永磁型磁共振仪器的磁体易受温度和其他环境磁场干扰,造成主磁场波动,进而影响仪器测量的重复性和准确性.本文讨论了两种解决磁场波动的锁定方法:一方面,通过磁通门传感器对环境波动引起的瞬态磁场进行高灵敏探测,然后采用现场可编程门阵列进行实时处理并计算磁场补偿量;另一方面,针对环境温度变化引起的缓慢磁场偏移,则采用时域数字鉴频锁场方法,在对锁样品进行射频激发后,将磁共振信号通过混频变换到较低的频率范围,再转换为方波,然后直接送入现场可编程门阵列进行周期测量,并计算磁场补偿量.将两种方法获得的磁场补偿量叠加后,再转换为电流信号驱动安装在磁体上的B_(0)补偿线圈,并研制了一套磁场锁定系统,以实现对磁场的锁定.在0.5 T食品快检磁共振分析仪上进行测试验证,结果显示当受到瞬态干扰时,可将磁场稳定在±4 Hz(对应磁场为±0.0939μT)范围内,同时也可以精准测量温度造成的磁场偏移,该结果验证了本文磁场锁定方法的可行性.

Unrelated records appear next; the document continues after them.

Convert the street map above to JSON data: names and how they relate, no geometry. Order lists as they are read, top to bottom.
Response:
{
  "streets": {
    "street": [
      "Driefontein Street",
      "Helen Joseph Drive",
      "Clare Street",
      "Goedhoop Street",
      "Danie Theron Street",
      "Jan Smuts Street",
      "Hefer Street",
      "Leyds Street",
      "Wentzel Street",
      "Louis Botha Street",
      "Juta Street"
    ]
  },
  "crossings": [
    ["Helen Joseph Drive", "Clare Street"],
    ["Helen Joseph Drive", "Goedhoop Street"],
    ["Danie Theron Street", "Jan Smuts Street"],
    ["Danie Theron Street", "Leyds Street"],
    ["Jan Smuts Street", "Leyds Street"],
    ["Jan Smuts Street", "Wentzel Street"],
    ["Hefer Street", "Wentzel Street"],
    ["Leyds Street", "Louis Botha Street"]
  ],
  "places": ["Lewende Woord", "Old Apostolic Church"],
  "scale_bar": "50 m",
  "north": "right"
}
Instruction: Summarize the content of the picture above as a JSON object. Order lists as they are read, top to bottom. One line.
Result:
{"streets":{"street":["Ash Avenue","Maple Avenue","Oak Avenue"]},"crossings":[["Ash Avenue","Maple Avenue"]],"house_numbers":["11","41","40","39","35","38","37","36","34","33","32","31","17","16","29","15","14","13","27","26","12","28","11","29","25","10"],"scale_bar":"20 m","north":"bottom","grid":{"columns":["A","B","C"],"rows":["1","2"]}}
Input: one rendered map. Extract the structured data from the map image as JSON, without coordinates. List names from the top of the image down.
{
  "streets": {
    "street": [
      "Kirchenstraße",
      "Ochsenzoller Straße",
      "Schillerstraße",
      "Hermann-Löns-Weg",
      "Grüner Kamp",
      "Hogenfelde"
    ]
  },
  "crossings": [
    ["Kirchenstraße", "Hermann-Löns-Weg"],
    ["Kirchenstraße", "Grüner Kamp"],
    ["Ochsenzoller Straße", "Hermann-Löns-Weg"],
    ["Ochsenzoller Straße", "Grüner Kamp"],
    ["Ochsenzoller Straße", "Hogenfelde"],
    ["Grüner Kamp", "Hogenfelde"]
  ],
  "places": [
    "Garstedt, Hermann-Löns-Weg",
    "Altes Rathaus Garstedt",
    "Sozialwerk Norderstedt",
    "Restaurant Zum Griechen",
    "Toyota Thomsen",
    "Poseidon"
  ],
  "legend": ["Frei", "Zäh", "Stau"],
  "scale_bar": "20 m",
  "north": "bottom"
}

The magnet of permanent magnet magnetic resonance instrument is susceptible to the interference of temperature and other environmental magnetic fields,resulting in fluctuations of the main magnetic field,which affects the repeatability and accuracy of the measurement.In this paper,two locking methods to solve the magnetic field fluctuation are discussed.On the one hand,the transient magnetic field caused by environmental fluctuation is detected by fluxgate sensor with high sensitivity,and then the field programmable gate array is used for real-time processing and calculation of the magnetic field compensation.On the other hand,the time-domain digital frequency discrimination locking method is employed for the slow magnetic field drift caused by changes in ambient temperature.After the locked sample being excited by radio frequency,nuclear magnetic resonance(NMR)signal is converted to a lower frequency range through frequency mixing,converted into a square wave signal,and directly sent to the field programmable gate array for periodic measurement.The magnetic field compensation amount is also obtained by calculation.The magnetic field compensation obtained by the two methods is superimposed,and then converted into current signal to drive B_(0) compensation coil mounted on the magnet,thereby a magnetic field locking system is developed to realize the locking of the magnetic field.The test is carried out on a 0.5 T food rapid detection magnetic resonance analyzer.When subjected to transient interference,the magnetic field can be stabilized within the range of±4 Hz(corresponding to±0.0939μT),and the magnetic field drift caused by temperature can also be accurately measured,which verifies the feasibility of the magnetic field locking method presented in this paper.